# Data shown
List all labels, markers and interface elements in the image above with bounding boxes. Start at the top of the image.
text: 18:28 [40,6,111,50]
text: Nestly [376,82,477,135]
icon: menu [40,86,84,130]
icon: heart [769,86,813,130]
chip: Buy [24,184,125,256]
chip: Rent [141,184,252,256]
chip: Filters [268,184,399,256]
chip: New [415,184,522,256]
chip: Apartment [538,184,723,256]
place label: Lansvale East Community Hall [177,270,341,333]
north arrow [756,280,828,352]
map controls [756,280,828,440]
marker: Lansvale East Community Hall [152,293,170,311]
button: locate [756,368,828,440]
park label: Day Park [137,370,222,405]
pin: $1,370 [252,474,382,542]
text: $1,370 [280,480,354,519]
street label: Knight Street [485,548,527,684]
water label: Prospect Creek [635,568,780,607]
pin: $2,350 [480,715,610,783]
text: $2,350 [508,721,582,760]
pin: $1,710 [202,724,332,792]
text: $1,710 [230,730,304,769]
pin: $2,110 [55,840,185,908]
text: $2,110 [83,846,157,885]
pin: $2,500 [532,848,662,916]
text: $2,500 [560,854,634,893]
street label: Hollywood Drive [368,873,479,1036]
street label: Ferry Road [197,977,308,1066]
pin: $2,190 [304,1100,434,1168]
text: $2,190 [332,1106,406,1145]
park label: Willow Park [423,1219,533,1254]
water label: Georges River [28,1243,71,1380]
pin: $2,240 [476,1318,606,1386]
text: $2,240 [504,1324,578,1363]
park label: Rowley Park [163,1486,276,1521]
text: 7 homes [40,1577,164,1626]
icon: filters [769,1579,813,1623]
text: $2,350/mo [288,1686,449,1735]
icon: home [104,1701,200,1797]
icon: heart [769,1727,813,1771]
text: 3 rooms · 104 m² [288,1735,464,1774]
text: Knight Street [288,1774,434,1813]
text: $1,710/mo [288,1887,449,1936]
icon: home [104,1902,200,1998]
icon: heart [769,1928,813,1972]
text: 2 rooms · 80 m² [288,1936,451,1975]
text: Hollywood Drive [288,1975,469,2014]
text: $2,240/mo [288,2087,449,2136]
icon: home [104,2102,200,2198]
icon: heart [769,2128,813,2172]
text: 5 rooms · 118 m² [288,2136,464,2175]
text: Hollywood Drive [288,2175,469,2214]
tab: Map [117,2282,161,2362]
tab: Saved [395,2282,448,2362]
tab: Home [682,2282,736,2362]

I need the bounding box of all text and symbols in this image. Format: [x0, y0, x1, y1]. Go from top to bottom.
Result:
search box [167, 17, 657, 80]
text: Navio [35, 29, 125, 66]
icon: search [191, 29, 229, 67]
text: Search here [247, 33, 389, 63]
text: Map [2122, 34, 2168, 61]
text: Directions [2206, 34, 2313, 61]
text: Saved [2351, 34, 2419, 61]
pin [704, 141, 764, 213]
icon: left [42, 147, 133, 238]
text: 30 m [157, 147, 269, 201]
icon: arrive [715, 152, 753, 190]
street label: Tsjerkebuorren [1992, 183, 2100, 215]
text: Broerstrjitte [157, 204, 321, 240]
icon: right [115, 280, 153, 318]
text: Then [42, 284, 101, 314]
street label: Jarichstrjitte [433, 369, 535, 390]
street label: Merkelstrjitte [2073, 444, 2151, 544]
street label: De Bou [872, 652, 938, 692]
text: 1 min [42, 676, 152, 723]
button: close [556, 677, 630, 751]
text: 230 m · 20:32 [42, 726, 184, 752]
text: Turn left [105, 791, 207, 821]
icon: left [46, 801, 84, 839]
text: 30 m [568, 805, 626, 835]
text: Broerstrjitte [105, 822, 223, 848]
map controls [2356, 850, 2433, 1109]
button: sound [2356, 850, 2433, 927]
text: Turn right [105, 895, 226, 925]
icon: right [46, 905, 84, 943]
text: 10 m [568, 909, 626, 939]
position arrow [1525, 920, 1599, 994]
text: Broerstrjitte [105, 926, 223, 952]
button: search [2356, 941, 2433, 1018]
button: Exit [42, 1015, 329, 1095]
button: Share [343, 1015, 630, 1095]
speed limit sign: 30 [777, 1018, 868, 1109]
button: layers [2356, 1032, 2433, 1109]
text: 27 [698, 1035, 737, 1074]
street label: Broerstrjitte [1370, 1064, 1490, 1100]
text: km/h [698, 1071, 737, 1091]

# How to complete this task
Please give the records again exactly as they are.

# Output for this exercise
List all labels, markers and interface elements in the image above with bounding boxes. Start at the top of the image.
text: 18:28 [40,6,111,50]
text: Nestly [376,82,477,135]
icon: menu [40,86,84,130]
icon: heart [769,86,813,130]
chip: Buy [24,184,125,256]
chip: Rent [141,184,252,256]
chip: Filters [268,184,399,256]
chip: New [415,184,522,256]
chip: Apartment [538,184,723,256]
place label: Lansvale East Community Hall [177,270,341,333]
north arrow [756,280,828,352]
map controls [756,280,828,440]
marker: Lansvale East Community Hall [152,293,170,311]
button: locate [756,368,828,440]
park label: Day Park [137,370,222,405]
pin: $1,370 [252,474,382,542]
text: $1,370 [280,480,354,519]
street label: Knight Street [485,548,527,684]
water label: Prospect Creek [635,568,780,607]
pin: $2,350 [480,715,610,783]
text: $2,350 [508,721,582,760]
pin: $1,710 [202,724,332,792]
text: $1,710 [230,730,304,769]
pin: $2,110 [55,840,185,908]
text: $2,110 [83,846,157,885]
pin: $2,500 [532,848,662,916]
text: $2,500 [560,854,634,893]
street label: Hollywood Drive [368,873,479,1036]
street label: Ferry Road [197,977,308,1066]
pin: $2,190 [304,1100,434,1168]
text: $2,190 [332,1106,406,1145]
park label: Willow Park [423,1219,533,1254]
water label: Georges River [28,1243,71,1380]
pin: $2,240 [476,1318,606,1386]
text: $2,240 [504,1324,578,1363]
park label: Rowley Park [163,1486,276,1521]
text: 7 homes [40,1577,164,1626]
icon: filters [769,1579,813,1623]
text: $2,350/mo [288,1686,449,1735]
icon: home [104,1701,200,1797]
icon: heart [769,1727,813,1771]
text: 3 rooms · 104 m² [288,1735,464,1774]
text: Knight Street [288,1774,434,1813]
text: $1,710/mo [288,1887,449,1936]
icon: home [104,1902,200,1998]
icon: heart [769,1928,813,1972]
text: 2 rooms · 80 m² [288,1936,451,1975]
text: Hollywood Drive [288,1975,469,2014]
text: $2,240/mo [288,2087,449,2136]
icon: home [104,2102,200,2198]
icon: heart [769,2128,813,2172]
text: 5 rooms · 118 m² [288,2136,464,2175]
text: Hollywood Drive [288,2175,469,2214]
tab: Map [117,2282,161,2362]
tab: Saved [395,2282,448,2362]
tab: Home [682,2282,736,2362]

I need the bounding box of all text and symbols in this image. Format: [x0, y0, x1, y1]. Go from top to bottom.
Result:
search box [167, 17, 657, 80]
text: Navio [35, 29, 125, 66]
icon: search [191, 29, 229, 67]
text: Search here [247, 33, 389, 63]
text: Map [2122, 34, 2168, 61]
text: Directions [2206, 34, 2313, 61]
text: Saved [2351, 34, 2419, 61]
pin [704, 141, 764, 213]
icon: left [42, 147, 133, 238]
text: 30 m [157, 147, 269, 201]
icon: arrive [715, 152, 753, 190]
street label: Tsjerkebuorren [1992, 183, 2100, 215]
text: Broerstrjitte [157, 204, 321, 240]
icon: right [115, 280, 153, 318]
text: Then [42, 284, 101, 314]
street label: Jarichstrjitte [433, 369, 535, 390]
street label: Merkelstrjitte [2073, 444, 2151, 544]
street label: De Bou [872, 652, 938, 692]
text: 1 min [42, 676, 152, 723]
button: close [556, 677, 630, 751]
text: 230 m · 20:32 [42, 726, 184, 752]
text: Turn left [105, 791, 207, 821]
icon: left [46, 801, 84, 839]
text: 30 m [568, 805, 626, 835]
text: Broerstrjitte [105, 822, 223, 848]
map controls [2356, 850, 2433, 1109]
button: sound [2356, 850, 2433, 927]
text: Turn right [105, 895, 226, 925]
icon: right [46, 905, 84, 943]
text: 10 m [568, 909, 626, 939]
position arrow [1525, 920, 1599, 994]
text: Broerstrjitte [105, 926, 223, 952]
button: search [2356, 941, 2433, 1018]
button: Exit [42, 1015, 329, 1095]
button: Share [343, 1015, 630, 1095]
speed limit sign: 30 [777, 1018, 868, 1109]
button: layers [2356, 1032, 2433, 1109]
text: 27 [698, 1035, 737, 1074]
street label: Broerstrjitte [1370, 1064, 1490, 1100]
text: km/h [698, 1071, 737, 1091]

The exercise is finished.